◆ TASK OBJECTIVE ◆
Say how many lines in the records contain "stream". The reply must consist of the number alone.
[Opening MATERIAL FOR THIS TASK section]
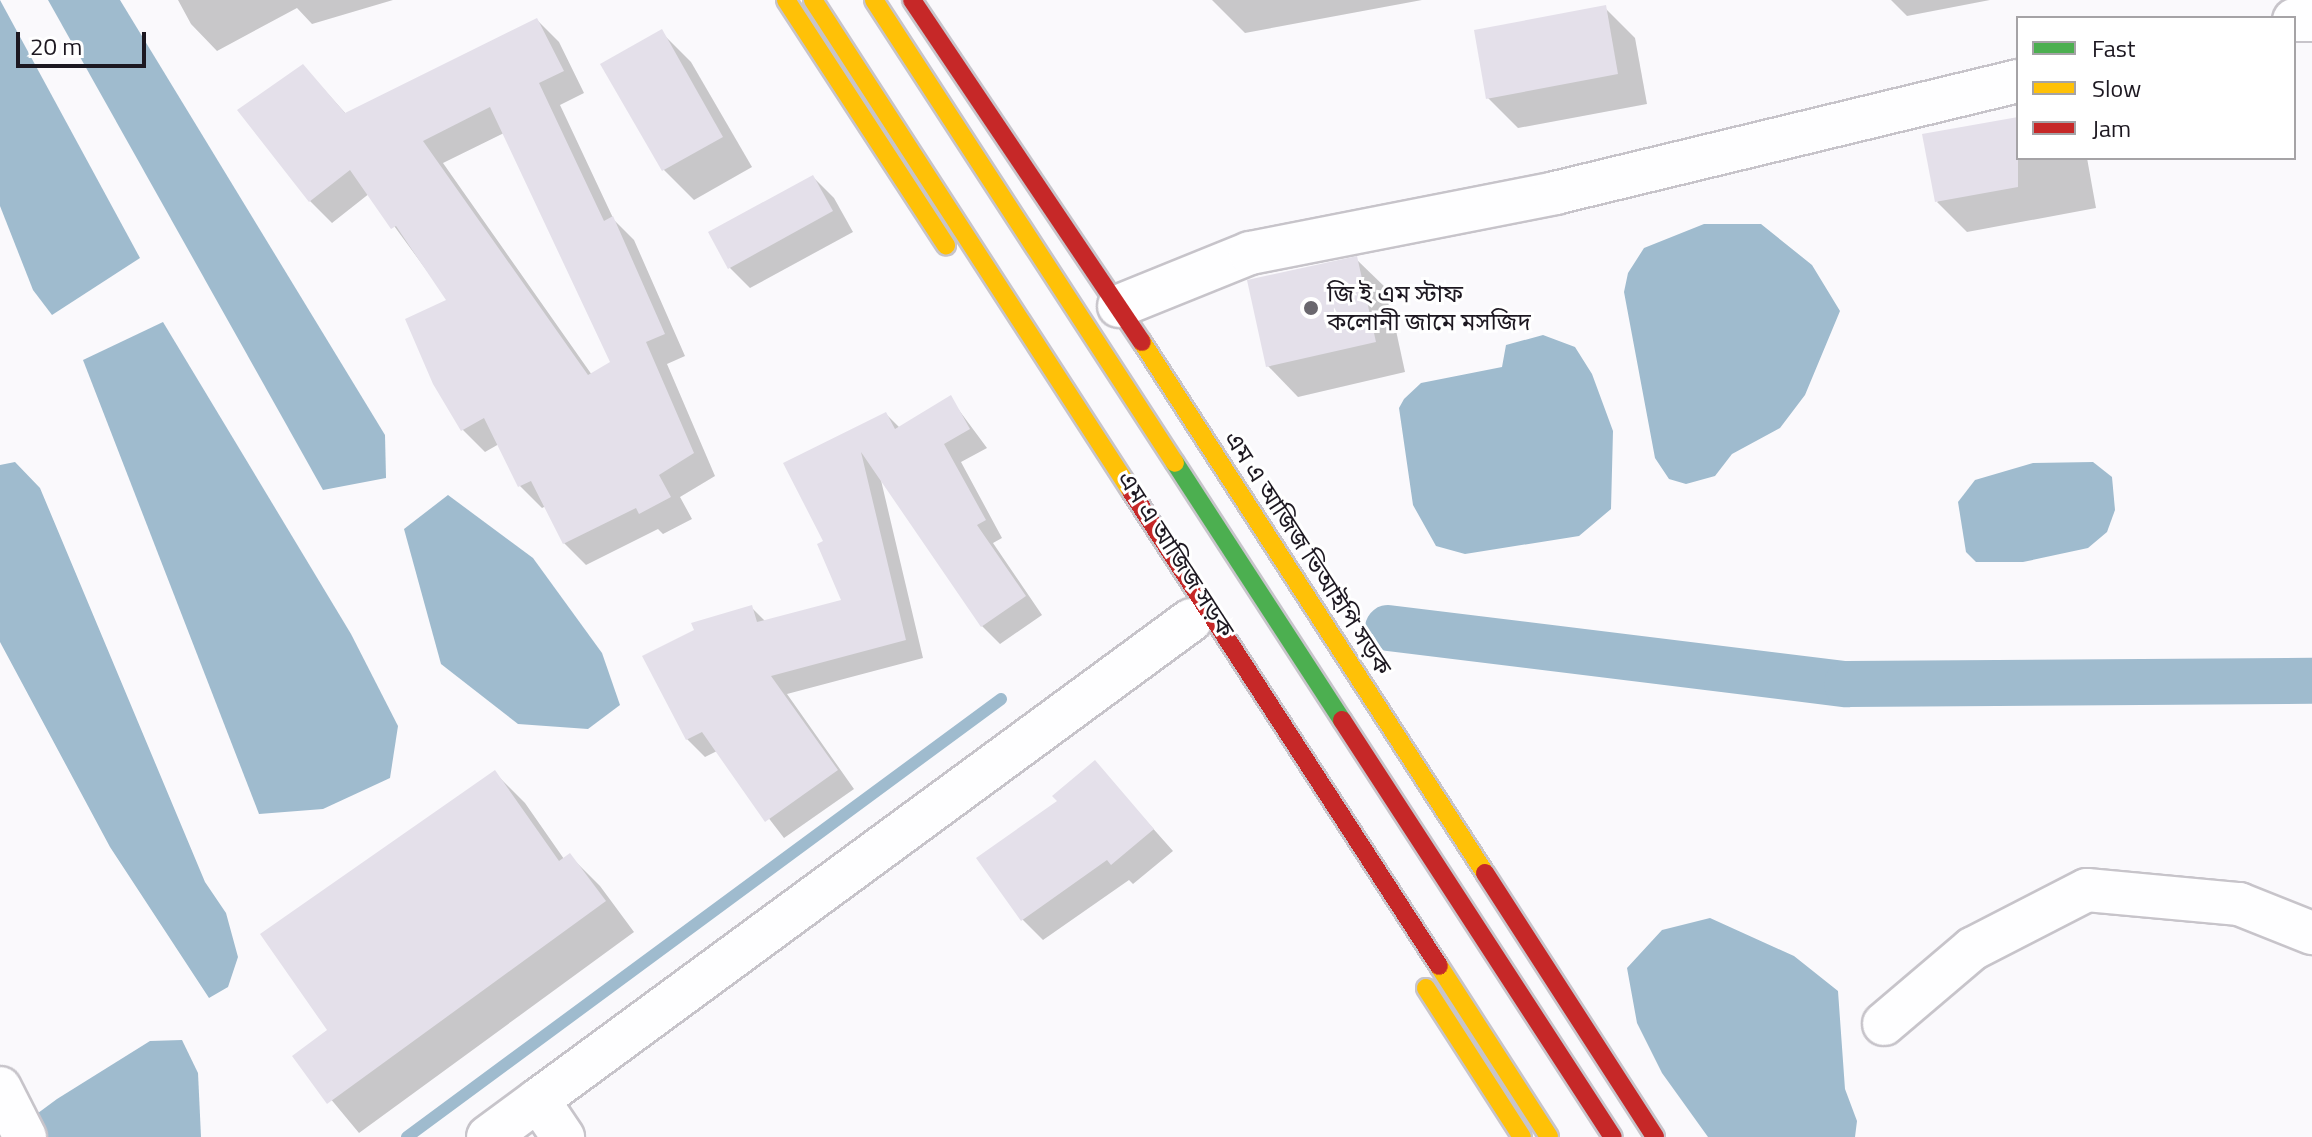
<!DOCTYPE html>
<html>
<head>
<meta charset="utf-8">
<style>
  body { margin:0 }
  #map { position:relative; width:2312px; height:1137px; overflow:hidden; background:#faf9fc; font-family:"Titillium Web","Noto Sans Bengali",sans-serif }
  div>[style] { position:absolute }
  .water>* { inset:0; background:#9fbbce }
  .shadow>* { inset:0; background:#0003 }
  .stream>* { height:12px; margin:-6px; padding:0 6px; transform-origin:6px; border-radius:6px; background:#9fbbce }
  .canal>* { height:46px; margin:-23px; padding:0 23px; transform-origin:23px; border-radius:23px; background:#9fbbce }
  .building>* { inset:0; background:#e4e0ea }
  .roads { filter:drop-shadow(2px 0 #c7c4ca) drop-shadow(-2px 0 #c7c4ca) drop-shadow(0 2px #c7c4ca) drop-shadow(0 -2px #c7c4ca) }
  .street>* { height:42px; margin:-21px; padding:0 21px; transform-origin:21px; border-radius:21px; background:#fefeff }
  .fast>* { height:18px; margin:-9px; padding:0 9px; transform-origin:9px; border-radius:9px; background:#4caf50 }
  .slow>* { height:18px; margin:-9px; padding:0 9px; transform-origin:9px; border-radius:9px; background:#ffc107 }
  .jam>* { height:18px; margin:-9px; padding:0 9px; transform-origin:9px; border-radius:9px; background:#c62828 }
  .dots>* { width:22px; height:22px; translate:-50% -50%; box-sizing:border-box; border:4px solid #fff; border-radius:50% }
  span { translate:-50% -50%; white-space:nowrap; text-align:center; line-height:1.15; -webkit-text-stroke:6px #fff; paint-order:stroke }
  .poi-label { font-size:24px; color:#1d1821 }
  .left { translate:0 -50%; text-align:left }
  .street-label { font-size:24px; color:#1d1821 }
  .legend { position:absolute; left:2016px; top:16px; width:280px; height:144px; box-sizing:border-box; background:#fff; border:2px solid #a5a3a6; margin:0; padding:10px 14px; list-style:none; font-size:24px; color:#1d1821 }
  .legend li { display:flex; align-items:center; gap:16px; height:40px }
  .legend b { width:40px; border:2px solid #a5a3a6 }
  .scale { position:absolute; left:16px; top:32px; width:130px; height:36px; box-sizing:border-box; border:4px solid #1d1821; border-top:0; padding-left:10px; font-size:24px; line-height:28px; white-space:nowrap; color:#1d1821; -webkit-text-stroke:6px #fff; paint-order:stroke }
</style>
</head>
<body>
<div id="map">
  <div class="water">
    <div style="clip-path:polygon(0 0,140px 258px,52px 315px,33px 290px,0 206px)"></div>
    <div style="clip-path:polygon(48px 0,120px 0,385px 435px,386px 478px,323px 490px)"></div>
    <div style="clip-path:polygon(1704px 224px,1761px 224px,1812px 265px,1840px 311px,1805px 395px,1780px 428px,1732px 454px,1715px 476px,1686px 484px,1669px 479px,1655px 458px,1624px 292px,1628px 273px,1644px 248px)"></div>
    <div style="clip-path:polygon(163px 322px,351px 634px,398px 726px,390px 778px,323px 809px,259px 814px,83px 360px)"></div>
    <div style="clip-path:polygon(1543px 335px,1575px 347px,1592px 374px,1613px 431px,1611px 509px,1579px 536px,1465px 554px,1436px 546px,1413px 505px,1399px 408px,1404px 399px,1421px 383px,1502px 367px,1506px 345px)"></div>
    <div style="clip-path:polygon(15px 462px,40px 488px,205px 882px,226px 913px,238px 957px,228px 987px,209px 998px,110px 847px,0 642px,0 465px)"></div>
    <div style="clip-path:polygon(2093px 462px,2112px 477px,2115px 510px,2107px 532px,2088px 548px,2023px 562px,1976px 562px,1966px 552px,1958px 502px,1975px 480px,2033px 463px)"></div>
    <div style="clip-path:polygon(448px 495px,533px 558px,602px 653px,620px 705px,588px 729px,518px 724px,441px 664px,404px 529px)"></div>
    <div style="clip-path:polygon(1710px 918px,1794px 956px,1838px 991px,1845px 1089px,1857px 1121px,1855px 1137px,1708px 1137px,1662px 1073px,1637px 1023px,1627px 968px,1662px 930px)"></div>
    <div style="clip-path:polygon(182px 1040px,198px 1073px,201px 1137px,28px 1137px,34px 1116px,57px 1099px,150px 1041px)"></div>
  </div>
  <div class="shadow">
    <div style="clip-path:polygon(178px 0,393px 0,312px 24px,297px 8px,217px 51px,191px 24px)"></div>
    <div style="clip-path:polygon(1212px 0,1422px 0,1245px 33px)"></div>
    <div style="clip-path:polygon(1891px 0,1990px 0,1907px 16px)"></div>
    <div style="clip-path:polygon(1605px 8px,1635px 38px,1647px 104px,1518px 128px,1488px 98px)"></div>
    <div style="clip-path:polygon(evenodd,537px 20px,559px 42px,584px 93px,560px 105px,614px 220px,634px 240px,685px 356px,667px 364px,715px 476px,680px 497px,692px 519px,663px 534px,658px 529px,586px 565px,564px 543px,546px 506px,542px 508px,520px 486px,499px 444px,485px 452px,463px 430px,435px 383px,449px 301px,370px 193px,332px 223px,310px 201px,303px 66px,347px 115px,537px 20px,504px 133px,613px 363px,592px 375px,443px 163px,504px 133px)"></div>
    <div style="clip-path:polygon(661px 32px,691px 62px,752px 167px,694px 200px,664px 170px)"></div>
    <div style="clip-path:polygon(2018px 119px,2018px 158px,2087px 158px,2096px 208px,1967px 232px,1937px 202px)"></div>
    <div style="clip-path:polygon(813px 177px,834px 198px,853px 232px,750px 288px,729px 267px)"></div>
    <div style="clip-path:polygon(1356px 259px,1387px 289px,1405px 372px,1298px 397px,1268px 366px)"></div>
    <div style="clip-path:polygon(950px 398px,987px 448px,961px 462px,1002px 538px,993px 543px,1042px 615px,1000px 644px,982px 626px,880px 476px,923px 658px,787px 694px,854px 789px,784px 838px,717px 751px,705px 757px,687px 739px,751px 607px,766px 622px,844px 601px,826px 542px,785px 464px,886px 414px,900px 428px)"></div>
    <div style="clip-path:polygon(1095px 763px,1173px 851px,1133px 884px,1129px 880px,1043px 940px,1022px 919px,1060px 802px)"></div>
    <div style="clip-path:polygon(495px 773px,525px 803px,564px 859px,570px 856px,600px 886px,634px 932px,359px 1133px,295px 1056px,330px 1031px)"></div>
  </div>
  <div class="stream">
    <div style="left:407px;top:1137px;width:738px;rotate:-36.4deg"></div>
  </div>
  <div class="canal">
    <div style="left:1388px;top:628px;width:462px;rotate:7deg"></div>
    <div style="left:1847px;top:684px;width:465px;rotate:-0.4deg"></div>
  </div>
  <div class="building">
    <div style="clip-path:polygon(1606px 5px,1618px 74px,1486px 99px,1474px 30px)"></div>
    <div style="clip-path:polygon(evenodd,537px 18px,564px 71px,539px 83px,604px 221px,613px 216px,665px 334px,646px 342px,694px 453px,659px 475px,671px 497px,639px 514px,636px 508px,563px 544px,531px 481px,518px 487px,484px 418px,461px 431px,433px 384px,405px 319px,446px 300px,396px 226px,391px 229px,350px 170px,309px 202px,237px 110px,303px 64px,345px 113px,537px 18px,490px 107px,610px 362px,588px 375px,423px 141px,490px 107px)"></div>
    <div style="clip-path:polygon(662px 29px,723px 137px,662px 171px,600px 64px)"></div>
    <div style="clip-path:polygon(2018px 117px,2018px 187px,1935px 202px,1922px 134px)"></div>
    <div style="clip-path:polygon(813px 175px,833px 211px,728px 269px,708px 232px)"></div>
    <div style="clip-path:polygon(1357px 256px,1376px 342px,1266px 367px,1247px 280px)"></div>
    <div style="clip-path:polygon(951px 395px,970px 429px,944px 444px,986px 520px,977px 525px,1026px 596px,981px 627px,861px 452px,906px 640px,771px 676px,838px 770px,765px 822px,702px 732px,686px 740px,642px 656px,694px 630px,691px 623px,752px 605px,757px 622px,841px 600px,817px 544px,823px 541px,783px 463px,886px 412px,895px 429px)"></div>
    <div style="clip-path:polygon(1095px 760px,1154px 829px,1111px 865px,1107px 860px,1021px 921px,976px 858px,1057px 801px,1052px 796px)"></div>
    <div style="clip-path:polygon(495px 770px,559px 861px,570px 853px,606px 901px,327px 1104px,292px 1056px,327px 1030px,260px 934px)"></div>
  </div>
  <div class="roads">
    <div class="street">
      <div style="left:2294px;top:20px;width:18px"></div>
      <div style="left:1119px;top:306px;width:141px;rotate:-22deg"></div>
      <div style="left:1250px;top:253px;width:311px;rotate:-11.1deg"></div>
      <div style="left:1555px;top:193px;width:476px;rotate:-13.6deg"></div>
      <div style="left:1884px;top:1024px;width:116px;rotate:-40.4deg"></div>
      <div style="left:1972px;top:949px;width:129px;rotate:-27.2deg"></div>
      <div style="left:2087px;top:890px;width:153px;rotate:5.3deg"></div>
      <div style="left:2239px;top:904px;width:79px;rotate:21.7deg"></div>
      <div style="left:0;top:1088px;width:55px;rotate:63deg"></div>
      <div style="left:538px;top:1100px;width:810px;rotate:-36.32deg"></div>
      <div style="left:488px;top:1137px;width:62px;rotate:-36.5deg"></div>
      <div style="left:538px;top:1100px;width:45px;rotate:56deg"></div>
    </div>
    <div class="fast">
      <div style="left:1175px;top:463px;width:306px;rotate:57deg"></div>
    </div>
    <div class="slow">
      <div style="left:786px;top:0;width:293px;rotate:56.9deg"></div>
      <div style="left:813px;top:0;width:585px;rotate:57.07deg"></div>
      <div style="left:874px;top:0;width:552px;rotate:56.97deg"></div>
      <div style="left:1142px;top:342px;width:632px;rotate:57.14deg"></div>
      <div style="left:1439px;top:966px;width:203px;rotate:57.2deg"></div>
      <div style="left:1426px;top:988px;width:177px;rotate:57.2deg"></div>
    </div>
    <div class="jam">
      <div style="left:912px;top:0;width:412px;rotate:56.1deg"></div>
      <div style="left:1131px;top:491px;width:566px;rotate:57.04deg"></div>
      <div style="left:1342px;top:720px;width:497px;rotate:57deg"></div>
      <div style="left:1485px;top:873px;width:314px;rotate:57.2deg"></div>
    </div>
  </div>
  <div class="dots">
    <div style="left:1311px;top:308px;background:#6a676e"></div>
  </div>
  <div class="poi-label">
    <span class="left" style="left:1327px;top:308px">জি ই এম স্টাফ<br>কলোনী জামে মসজিদ</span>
  </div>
  <div class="street-label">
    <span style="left:1308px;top:553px;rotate:57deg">এম এ আজিজ ভিআইপি সড়ক</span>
    <span style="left:1176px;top:554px;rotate:57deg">এম এ আজিজ সড়ক</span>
  </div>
  <ul class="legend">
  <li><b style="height:10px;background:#4caf50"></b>Fast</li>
  <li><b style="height:10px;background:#ffc107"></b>Slow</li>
  <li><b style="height:10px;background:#c62828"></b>Jam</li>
  </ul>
  <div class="scale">20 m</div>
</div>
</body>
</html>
[Closing MATERIAL FOR THIS TASK section]
◆ COMPLETED TASK ◆
2